Sunak did nothing to quell fears on Monday that he is going to scale back the project, which may now terminate in a west London suburb rather than Euston, near the centre. William Hague, former Conservative leader, said HS2 has been 'terribly badly managed' and is a 'national disgrace'. Now that so much has been built he said there is a 'genuine dilemma' over whether it should go ahead to at least complete and make sense of the parts that we can still do'. Tory former chancellor George Osborne and ex-conservative deputy prime minister Lord Heseltine, among others, warned that scraping the Manchester route would be a 'gross act of vandalism' which would mean 'abandoning' the North and Midlands. Lord Hammond, another ex-chancellor, said: The project risked becoming a white elephant if not finished, while former transport secretary Patrick McLoughlin said scaling it back would be 'completely wrong'.

The spokesman for transport minister Mark Harper said he is unhappy about a possible scaling back of the number of trains that he is working on is 'completely untrue'. Sunak may be back to saying a decision until the autumn statement in November. Some have been worried that details coming this week would cast a shadow over the Conservative Party conference, which will start on Sunday in Manchester. There has been indications that he could announce a string of regional transport improvements in an effort to limit the political fallout, including bringing forward Northern Powerhouse Rail between Manchester and Leeds. Downing Street said there is precedent to delaying aspects of the high-speed rail programme due to 'affordability pressures', pointing towards high inflation. Mr Burnham said that Sunak should not curtail the project and argued it would be a decision of epic proportions for our part of the world.

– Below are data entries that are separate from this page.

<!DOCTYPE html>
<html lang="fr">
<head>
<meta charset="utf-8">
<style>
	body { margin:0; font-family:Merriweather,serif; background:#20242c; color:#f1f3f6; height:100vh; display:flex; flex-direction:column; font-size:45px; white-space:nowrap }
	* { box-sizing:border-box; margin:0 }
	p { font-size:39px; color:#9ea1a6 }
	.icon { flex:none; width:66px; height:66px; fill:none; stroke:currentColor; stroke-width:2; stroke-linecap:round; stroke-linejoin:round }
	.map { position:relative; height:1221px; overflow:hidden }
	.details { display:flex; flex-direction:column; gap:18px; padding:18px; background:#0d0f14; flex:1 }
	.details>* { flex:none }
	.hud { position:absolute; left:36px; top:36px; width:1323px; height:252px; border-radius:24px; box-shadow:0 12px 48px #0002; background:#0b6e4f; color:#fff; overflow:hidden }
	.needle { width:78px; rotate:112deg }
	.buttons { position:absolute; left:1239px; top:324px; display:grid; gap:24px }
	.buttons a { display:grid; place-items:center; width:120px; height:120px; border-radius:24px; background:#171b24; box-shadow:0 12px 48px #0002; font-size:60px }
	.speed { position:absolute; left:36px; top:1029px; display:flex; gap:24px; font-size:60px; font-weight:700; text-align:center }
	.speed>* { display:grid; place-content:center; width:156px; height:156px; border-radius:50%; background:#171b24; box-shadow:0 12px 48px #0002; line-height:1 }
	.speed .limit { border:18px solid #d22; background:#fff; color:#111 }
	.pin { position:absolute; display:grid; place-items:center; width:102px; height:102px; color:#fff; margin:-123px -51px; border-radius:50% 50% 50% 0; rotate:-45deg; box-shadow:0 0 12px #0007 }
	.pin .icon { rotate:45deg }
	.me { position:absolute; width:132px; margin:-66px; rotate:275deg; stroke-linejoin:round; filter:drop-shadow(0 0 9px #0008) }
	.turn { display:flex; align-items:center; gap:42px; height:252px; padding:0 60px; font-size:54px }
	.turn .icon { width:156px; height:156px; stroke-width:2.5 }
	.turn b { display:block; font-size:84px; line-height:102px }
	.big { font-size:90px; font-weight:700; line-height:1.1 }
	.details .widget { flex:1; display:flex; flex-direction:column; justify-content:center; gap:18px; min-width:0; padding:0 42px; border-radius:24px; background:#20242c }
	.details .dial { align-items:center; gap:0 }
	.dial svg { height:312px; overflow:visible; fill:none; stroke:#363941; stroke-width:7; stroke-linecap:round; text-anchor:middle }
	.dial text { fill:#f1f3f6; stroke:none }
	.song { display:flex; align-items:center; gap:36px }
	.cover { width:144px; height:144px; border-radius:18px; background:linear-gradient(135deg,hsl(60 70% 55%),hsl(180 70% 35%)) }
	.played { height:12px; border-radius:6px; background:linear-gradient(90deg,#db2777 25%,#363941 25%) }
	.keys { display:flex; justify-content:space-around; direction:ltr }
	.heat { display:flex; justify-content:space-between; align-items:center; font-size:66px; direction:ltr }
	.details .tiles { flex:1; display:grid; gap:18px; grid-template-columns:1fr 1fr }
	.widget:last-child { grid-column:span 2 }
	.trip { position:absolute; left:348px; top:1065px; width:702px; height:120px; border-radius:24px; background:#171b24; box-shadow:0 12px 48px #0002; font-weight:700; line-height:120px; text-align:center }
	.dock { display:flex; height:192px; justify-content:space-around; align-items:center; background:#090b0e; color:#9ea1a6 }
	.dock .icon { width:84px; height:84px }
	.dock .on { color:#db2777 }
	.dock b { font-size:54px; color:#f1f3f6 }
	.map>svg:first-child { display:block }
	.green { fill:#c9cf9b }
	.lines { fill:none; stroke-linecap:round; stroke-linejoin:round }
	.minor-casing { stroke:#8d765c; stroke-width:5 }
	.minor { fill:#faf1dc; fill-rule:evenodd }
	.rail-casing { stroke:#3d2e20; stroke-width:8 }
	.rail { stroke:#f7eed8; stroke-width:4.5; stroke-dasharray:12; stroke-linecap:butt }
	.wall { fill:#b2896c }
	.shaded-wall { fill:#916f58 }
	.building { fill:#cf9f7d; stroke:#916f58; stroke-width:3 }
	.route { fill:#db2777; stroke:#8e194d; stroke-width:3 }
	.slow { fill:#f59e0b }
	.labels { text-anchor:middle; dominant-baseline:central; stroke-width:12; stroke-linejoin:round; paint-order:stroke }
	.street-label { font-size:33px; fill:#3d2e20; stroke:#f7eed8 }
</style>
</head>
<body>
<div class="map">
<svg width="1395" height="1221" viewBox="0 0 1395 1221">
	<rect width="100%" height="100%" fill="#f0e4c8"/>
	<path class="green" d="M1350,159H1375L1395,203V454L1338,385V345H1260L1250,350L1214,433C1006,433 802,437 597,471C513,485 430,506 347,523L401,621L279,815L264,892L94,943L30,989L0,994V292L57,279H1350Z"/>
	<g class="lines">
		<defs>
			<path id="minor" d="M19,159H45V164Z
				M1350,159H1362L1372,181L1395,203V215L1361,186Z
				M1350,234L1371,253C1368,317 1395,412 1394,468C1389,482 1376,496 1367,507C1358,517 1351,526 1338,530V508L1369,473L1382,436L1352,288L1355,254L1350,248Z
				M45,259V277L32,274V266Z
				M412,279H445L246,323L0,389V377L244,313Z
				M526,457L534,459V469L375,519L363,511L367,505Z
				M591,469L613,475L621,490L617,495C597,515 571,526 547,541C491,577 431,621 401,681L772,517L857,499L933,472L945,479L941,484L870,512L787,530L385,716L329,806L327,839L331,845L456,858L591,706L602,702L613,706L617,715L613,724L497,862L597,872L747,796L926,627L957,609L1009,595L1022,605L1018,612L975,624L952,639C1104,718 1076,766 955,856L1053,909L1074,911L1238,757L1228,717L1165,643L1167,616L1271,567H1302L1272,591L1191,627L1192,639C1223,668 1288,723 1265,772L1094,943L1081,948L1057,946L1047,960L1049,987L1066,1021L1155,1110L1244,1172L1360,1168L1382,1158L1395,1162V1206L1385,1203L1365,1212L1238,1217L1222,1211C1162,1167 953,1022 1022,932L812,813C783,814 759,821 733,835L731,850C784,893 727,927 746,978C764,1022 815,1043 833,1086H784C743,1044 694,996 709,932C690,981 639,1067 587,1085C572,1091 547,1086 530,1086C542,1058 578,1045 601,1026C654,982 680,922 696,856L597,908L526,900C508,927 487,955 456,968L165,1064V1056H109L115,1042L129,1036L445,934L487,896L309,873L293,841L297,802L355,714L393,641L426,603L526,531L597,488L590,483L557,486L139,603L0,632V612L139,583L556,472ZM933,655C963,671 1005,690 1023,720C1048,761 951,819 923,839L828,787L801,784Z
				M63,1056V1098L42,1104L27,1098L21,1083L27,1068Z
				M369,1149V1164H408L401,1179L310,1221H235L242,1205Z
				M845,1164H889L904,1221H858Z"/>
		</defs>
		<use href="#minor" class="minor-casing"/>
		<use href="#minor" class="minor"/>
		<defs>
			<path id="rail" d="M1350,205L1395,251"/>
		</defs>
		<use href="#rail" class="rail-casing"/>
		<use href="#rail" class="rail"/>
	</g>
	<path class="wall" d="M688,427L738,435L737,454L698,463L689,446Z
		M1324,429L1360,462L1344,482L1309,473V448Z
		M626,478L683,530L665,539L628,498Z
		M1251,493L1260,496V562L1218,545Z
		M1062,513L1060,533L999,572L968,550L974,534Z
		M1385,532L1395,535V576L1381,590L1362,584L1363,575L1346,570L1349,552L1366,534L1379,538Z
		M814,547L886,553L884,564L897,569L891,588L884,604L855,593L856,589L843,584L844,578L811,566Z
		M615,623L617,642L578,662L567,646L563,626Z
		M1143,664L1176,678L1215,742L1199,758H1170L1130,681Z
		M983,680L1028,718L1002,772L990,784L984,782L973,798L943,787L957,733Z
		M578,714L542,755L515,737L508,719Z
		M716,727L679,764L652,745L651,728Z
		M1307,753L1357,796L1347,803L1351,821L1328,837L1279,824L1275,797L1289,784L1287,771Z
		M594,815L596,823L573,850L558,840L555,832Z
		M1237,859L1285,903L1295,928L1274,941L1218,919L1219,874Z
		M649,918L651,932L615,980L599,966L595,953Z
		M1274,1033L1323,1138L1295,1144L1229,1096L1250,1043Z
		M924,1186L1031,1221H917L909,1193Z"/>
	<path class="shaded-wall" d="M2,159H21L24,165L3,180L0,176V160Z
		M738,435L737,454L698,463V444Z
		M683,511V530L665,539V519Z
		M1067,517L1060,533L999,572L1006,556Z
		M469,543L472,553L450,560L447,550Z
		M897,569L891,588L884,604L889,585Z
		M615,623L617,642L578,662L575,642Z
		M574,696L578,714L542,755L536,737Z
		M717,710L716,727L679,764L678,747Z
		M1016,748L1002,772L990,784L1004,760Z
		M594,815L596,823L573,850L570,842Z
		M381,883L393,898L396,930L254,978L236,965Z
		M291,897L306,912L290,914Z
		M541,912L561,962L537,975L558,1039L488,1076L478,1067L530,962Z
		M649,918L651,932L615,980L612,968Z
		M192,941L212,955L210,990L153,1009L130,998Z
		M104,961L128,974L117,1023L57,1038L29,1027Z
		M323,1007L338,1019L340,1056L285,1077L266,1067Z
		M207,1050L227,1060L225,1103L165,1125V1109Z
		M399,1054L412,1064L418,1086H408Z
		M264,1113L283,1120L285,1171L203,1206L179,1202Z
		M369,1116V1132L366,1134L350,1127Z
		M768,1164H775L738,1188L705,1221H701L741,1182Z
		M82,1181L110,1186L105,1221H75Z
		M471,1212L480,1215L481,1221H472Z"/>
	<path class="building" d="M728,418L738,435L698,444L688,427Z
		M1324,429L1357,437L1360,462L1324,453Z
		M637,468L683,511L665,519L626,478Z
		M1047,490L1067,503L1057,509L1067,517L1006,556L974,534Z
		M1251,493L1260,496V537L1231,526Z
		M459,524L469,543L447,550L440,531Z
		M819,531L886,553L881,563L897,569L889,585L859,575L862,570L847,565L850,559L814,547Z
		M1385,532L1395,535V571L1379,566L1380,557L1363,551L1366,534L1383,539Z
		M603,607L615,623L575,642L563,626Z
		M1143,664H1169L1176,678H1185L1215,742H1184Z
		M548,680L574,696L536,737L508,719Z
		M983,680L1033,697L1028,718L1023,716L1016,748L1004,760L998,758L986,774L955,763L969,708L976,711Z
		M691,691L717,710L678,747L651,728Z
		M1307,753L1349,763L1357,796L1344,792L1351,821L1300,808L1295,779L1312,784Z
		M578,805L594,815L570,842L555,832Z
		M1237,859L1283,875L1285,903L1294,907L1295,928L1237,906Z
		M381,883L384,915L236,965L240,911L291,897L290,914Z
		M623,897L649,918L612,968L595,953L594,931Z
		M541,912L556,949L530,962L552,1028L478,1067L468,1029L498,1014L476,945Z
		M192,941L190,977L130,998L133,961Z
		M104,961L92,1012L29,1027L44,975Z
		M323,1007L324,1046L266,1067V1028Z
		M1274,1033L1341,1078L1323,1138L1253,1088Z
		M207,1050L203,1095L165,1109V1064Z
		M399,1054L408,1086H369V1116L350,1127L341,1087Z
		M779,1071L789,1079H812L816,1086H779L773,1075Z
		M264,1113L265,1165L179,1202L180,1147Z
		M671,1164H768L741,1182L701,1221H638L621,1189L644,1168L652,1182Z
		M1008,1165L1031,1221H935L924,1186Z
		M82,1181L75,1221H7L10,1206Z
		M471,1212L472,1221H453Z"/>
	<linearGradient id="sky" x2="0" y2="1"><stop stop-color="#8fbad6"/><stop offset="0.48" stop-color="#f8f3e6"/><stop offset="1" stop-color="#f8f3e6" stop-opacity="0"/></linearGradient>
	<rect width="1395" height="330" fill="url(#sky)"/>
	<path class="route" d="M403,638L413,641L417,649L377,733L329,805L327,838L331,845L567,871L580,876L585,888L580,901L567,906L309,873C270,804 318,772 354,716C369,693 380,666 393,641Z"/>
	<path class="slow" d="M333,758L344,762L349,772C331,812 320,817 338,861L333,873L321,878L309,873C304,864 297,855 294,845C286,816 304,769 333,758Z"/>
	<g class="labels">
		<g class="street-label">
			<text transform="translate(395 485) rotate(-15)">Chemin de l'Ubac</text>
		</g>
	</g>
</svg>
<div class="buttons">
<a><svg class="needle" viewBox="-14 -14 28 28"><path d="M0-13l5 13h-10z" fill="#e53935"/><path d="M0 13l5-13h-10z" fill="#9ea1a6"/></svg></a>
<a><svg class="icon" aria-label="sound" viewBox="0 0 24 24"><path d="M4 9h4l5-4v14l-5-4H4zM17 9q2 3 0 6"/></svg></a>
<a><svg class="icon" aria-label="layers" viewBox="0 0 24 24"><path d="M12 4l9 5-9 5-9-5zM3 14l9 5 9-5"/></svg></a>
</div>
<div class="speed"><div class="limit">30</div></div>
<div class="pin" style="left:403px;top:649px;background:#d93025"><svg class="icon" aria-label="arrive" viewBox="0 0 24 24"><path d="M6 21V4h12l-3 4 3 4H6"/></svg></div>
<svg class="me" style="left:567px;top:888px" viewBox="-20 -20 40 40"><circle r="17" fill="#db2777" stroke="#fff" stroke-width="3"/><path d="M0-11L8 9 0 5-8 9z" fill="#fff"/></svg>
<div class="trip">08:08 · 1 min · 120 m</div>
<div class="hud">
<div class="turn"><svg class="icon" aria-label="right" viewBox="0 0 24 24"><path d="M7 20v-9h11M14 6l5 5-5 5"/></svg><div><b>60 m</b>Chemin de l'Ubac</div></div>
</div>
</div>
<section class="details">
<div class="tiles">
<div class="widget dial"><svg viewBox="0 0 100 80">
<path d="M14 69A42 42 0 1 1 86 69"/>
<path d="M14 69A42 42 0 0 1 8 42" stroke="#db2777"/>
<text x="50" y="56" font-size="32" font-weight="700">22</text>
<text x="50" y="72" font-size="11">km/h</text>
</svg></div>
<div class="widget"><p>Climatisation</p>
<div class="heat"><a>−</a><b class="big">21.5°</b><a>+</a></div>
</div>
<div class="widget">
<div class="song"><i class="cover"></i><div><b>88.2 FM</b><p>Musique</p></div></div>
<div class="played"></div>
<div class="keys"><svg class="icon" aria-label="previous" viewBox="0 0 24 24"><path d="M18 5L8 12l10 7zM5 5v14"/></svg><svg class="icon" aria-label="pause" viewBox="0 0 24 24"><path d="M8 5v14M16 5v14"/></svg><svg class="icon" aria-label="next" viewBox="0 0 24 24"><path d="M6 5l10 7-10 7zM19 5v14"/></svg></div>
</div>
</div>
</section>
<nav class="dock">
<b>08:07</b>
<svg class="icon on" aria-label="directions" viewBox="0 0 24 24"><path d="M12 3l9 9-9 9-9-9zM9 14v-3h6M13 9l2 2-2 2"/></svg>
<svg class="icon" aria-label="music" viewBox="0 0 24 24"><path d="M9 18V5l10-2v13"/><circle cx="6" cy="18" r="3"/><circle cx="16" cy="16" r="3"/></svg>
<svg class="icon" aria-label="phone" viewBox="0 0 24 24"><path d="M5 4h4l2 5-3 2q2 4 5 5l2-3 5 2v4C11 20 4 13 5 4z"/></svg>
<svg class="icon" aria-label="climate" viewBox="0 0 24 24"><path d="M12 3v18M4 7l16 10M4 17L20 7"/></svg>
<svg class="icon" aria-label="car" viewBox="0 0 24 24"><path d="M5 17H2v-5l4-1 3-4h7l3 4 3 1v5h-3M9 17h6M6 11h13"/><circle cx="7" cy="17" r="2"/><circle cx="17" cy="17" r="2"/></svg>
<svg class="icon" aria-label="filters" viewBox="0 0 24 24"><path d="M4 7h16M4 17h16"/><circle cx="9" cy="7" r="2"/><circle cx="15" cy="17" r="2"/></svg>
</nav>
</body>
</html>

The new US owners of Birmingham City Football Club have joined a chorus of political and business criticism, warning that limiting HS2 would damage confidence in Government promises to deliver long-term plans. The club's chairman, Tom Wagner, wrote the Financial Times to warn that the move would hurt Birmingham's economy and result in a loss of investor trust, according to the Financial Times. In October, the government said it had calculated the cost of the Manchester leg to be up to £71 billion. Ministers said in June that £22.5bn had been spent so far on the first leg to Birmingham, while around £2.3bn had been spent on the second leg, with expenditure going towards labour as well as land. All those figures were based only on 2019 prices, so they will have soared thanks to inflation alone, as the costs of materials and wages rose.